Everyone knows someone who loves bacon. (If you don’t, you’re hanging out with the wrong people…) And who wouldn’t love something bacony under their tree?
So to make your holiday shopping easier this year, here are some bacontastic gifts to help spread the holiday cheer. And remember, every time a bell rings, a guy gets his bacon.
My First Bacon
They’re never too young to start their love of bacon. Perfect for the little man-in-training on your list, this 19-inch tall and 7-inch wide, bacon pal is covered in Velveteen pork flesh and super soft fleece fat. And if that isn’t full-on bacon awesomeness, when you squeeze it, the mouth moves and it says “I’m bacon!” Happy Holidays indeed.
Bacon of the Month Club
The gift of pork that keeps on giving… They’ll get 2 packages of bacon delivered to their doorstep every month. And there is a variety of Bacon of the Month Club memberships to suit every kind of bacon fan, like No Pepper, Nitrate Free, Sampler, Bacon and Pancake, and more. It’s gonna be a good year.
What’s better than eating bacon or enjoying a well-mixed cocktail? How about enjoying a well-mixed cocktail that tastes like bacon? Bakon Vodka is an award winning, superior quality, potato vodka with a savory bacon flavor. It’s clean, crisp, and delicious. And did I mention it’s high-proof bacon?
Show your love and admiration for the pig at the office or next special event with these silver pig cufflinks, complete with blue Swarovski crystal eyes. Ain’t nuthin classier.
Bacon Wrapping Paper
What better way to wrap a bacon lover’s gift, than with bacon covered wrapping paper? There isn’t one. (Until they come up with scratch and sniff bacon wrapping paper.)
$8 – Two 20×30 sheets
Need something to serve all that delicious bacon on? Try this big 10-1/4″ x 6″ ceramic platter, that can hold an entire slab of bacon.
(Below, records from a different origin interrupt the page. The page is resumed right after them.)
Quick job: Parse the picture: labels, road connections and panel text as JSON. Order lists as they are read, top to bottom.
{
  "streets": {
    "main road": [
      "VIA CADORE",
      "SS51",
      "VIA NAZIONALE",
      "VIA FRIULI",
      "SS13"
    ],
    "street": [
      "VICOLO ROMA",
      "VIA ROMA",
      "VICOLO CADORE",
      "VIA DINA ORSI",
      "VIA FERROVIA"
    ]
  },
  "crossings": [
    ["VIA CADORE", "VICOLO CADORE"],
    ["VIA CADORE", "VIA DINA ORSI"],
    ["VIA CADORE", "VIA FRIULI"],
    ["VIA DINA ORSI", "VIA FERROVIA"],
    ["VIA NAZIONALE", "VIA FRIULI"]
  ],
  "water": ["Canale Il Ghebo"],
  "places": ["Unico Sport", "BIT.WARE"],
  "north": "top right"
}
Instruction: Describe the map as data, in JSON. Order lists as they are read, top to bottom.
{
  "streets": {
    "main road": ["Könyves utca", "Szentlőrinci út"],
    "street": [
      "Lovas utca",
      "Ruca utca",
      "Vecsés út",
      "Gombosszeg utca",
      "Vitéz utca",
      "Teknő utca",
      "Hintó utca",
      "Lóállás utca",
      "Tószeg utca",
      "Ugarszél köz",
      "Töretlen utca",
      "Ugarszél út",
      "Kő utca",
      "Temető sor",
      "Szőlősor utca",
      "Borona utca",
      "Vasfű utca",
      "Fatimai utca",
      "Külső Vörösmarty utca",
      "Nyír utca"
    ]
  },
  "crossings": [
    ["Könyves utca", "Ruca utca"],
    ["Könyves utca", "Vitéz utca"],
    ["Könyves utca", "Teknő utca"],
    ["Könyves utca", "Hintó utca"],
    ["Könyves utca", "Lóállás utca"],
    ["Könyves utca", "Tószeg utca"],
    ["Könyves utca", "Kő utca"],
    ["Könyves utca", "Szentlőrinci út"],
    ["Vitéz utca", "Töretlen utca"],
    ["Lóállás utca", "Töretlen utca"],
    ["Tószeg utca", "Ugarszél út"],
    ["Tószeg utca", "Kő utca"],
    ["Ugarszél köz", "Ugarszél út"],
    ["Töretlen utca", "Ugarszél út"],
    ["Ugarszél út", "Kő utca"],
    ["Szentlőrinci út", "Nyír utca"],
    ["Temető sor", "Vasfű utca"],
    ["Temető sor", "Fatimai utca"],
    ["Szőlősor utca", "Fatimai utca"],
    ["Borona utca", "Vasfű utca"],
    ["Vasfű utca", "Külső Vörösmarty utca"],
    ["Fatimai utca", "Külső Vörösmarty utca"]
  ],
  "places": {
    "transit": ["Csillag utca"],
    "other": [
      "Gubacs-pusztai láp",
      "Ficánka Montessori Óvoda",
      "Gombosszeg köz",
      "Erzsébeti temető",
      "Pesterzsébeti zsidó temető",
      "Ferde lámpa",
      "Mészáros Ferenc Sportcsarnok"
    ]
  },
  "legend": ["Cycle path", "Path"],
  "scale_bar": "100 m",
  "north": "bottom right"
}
Who says guys don’t have decorative serving pieces?
Need something a little larger than the Bacon Platter, and maybe not so “meat looking”? Try this 14-inch x 10-inch porcelain pig dish. It’s a barbecue essential.
Mornings are so much better when coffee and bacon are involved. Give the gift of both, with Bacon Freak’s Maple Bacon Coffee. It’ll fill your groggy morning-head with the magical aroma of premium roast coffee, gourmet country-style bacon, and sweet, sweet maple syrup. (Full post)
$8.95 – 8 oz bag
Let ’em eat bacon while looking at more bacon. Soft vinyl mat is easy-to-clean so you can wipe off the greasy goodness. And drool.
Wake up to the smell of freshly sizzling bacon… while you shower. Scrub up for the day with this bar of soap that smells like frying bacon. Like the makers say, “In a perfect world, wouldn’t all personal hygiene products smell like meat?” Amen, brothers.
FTW, Lady Gaga. Keep your meat dress. We’ll take this much more practical bacon-printed, faux-leather, wallet any day. Includes 6 credit card slots, 3 small pockets, 2 bill pockets, and a secret insulated bacon pocket inside. (I made up that last one, but we can dream.)